Exercise :: Extract each line from the entries below that has the string "above" in it.

Source records:
—————
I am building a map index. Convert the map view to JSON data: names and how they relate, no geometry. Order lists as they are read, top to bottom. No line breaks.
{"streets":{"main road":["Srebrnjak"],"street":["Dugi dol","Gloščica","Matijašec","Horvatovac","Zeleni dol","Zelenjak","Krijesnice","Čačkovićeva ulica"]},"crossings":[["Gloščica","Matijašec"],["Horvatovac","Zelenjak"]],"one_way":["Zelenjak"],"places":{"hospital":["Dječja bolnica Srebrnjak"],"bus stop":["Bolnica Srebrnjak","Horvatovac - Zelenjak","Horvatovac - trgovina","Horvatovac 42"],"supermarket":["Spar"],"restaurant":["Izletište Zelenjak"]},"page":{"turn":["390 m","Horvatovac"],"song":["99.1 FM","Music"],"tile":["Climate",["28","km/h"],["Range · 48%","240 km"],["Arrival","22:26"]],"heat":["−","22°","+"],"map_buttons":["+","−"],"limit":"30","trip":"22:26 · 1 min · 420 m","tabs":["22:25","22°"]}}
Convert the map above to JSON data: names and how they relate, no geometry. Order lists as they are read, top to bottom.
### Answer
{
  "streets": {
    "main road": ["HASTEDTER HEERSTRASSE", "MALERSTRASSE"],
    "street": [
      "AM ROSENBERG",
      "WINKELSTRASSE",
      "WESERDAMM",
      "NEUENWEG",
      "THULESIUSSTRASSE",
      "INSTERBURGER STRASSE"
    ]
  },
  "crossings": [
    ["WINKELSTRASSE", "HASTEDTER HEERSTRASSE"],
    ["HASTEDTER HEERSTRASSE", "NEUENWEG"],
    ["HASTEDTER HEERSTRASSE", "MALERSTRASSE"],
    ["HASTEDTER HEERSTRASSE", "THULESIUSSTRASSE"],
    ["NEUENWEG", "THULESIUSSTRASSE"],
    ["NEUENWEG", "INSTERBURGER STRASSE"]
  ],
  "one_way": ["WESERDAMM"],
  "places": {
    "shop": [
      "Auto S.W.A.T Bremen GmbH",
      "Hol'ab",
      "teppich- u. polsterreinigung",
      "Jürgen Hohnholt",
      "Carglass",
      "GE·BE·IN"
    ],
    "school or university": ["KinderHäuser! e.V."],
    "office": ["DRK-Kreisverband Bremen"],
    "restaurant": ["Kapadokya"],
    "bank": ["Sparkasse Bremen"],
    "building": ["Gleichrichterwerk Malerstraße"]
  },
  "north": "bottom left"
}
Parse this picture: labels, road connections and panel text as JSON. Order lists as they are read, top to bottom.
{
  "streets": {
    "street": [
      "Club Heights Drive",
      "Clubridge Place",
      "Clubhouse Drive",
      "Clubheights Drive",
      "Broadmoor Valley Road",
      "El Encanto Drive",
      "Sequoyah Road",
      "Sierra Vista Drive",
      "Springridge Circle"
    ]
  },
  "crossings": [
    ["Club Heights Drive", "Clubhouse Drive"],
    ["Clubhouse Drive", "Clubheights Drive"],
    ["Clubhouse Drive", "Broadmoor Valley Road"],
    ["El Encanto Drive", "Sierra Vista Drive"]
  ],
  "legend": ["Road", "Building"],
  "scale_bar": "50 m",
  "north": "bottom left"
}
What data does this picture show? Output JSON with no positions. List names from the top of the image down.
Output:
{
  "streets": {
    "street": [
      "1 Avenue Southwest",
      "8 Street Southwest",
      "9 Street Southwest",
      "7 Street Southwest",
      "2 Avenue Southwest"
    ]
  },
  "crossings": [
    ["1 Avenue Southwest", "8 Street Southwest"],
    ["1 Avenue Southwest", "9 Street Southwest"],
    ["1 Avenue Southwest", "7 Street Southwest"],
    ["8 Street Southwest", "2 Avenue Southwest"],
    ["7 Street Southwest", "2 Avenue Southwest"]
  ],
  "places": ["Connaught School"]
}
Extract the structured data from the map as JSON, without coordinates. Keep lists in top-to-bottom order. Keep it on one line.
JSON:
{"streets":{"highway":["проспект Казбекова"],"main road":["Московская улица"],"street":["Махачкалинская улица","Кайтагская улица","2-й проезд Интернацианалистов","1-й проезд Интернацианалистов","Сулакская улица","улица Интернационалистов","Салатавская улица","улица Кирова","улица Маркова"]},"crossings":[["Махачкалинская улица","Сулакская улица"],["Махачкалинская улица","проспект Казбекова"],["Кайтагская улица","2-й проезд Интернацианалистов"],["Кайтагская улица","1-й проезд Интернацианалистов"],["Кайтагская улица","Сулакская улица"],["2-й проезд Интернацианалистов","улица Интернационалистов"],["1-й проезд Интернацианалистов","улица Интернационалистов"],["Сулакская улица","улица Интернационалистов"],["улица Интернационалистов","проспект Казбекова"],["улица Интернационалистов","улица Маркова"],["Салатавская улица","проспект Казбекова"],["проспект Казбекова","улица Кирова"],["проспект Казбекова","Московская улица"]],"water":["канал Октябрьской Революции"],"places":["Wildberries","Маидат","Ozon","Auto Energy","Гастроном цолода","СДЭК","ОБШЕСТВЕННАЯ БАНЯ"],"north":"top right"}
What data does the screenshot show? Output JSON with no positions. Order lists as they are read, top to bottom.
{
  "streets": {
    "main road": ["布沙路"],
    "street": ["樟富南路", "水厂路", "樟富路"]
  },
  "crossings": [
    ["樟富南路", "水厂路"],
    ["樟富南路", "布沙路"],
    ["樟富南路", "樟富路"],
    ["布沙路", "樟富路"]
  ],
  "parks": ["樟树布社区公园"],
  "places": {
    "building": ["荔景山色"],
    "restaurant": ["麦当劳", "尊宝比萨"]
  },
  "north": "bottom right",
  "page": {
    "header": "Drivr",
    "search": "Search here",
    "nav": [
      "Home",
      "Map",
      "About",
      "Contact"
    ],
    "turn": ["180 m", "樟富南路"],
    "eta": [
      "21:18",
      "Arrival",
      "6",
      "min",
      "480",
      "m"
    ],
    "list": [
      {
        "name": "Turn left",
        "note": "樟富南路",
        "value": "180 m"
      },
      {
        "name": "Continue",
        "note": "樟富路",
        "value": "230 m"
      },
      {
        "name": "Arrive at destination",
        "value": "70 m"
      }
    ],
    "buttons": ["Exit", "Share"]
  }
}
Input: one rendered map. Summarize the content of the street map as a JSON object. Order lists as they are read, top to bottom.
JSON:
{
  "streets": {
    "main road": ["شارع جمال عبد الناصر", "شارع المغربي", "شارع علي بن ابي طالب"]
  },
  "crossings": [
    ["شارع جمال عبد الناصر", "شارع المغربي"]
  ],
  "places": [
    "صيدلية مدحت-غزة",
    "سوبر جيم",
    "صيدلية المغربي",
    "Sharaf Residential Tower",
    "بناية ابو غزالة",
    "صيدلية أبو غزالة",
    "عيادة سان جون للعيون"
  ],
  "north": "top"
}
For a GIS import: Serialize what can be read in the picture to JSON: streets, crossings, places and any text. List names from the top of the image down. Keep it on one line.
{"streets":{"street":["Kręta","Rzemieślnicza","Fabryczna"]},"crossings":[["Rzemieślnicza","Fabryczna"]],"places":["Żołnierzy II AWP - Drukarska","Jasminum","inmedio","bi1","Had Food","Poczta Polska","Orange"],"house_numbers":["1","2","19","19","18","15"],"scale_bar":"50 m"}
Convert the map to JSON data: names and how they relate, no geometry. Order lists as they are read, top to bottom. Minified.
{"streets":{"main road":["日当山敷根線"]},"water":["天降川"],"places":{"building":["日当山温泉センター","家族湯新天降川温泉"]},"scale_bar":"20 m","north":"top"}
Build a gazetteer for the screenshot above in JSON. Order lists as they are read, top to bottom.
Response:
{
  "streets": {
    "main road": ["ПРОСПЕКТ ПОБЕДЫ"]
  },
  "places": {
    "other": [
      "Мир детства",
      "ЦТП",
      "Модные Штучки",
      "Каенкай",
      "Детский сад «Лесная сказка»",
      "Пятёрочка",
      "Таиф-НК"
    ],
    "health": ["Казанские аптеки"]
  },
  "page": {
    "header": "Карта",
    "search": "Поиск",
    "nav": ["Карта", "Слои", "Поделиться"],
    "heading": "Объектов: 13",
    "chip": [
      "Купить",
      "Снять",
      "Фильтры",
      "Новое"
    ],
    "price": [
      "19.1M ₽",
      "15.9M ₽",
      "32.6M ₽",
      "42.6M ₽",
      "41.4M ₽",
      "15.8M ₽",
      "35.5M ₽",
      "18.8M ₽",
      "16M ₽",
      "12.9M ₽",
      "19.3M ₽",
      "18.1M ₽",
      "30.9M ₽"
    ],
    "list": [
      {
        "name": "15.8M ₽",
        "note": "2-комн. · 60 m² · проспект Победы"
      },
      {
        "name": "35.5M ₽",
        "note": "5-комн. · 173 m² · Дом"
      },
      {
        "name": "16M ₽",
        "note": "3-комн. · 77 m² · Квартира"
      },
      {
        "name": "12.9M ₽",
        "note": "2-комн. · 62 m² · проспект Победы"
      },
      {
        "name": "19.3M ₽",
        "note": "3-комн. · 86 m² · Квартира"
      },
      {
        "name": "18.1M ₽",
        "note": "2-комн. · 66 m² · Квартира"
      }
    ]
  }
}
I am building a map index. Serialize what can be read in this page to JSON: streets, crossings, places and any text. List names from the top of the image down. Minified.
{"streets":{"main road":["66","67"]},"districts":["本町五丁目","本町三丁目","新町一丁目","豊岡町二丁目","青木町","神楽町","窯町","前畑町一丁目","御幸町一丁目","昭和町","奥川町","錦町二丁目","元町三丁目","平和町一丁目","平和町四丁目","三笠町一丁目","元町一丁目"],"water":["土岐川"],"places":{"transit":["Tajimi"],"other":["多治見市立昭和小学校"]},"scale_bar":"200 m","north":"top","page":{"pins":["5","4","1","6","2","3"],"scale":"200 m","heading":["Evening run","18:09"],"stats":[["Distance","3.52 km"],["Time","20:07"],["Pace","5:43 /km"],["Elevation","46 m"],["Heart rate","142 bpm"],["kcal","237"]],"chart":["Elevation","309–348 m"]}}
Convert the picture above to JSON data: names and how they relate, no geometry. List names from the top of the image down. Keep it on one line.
—————
Written answer ::
Convert the map above to JSON data: names and how they relate, no geometry. Order lists as they are read, top to bottom.
Build a gazetteer for the screenshot above in JSON. Order lists as they are read, top to bottom.
Convert the picture above to JSON data: names and how they relate, no geometry. List names from the top of the image down. Keep it on one line.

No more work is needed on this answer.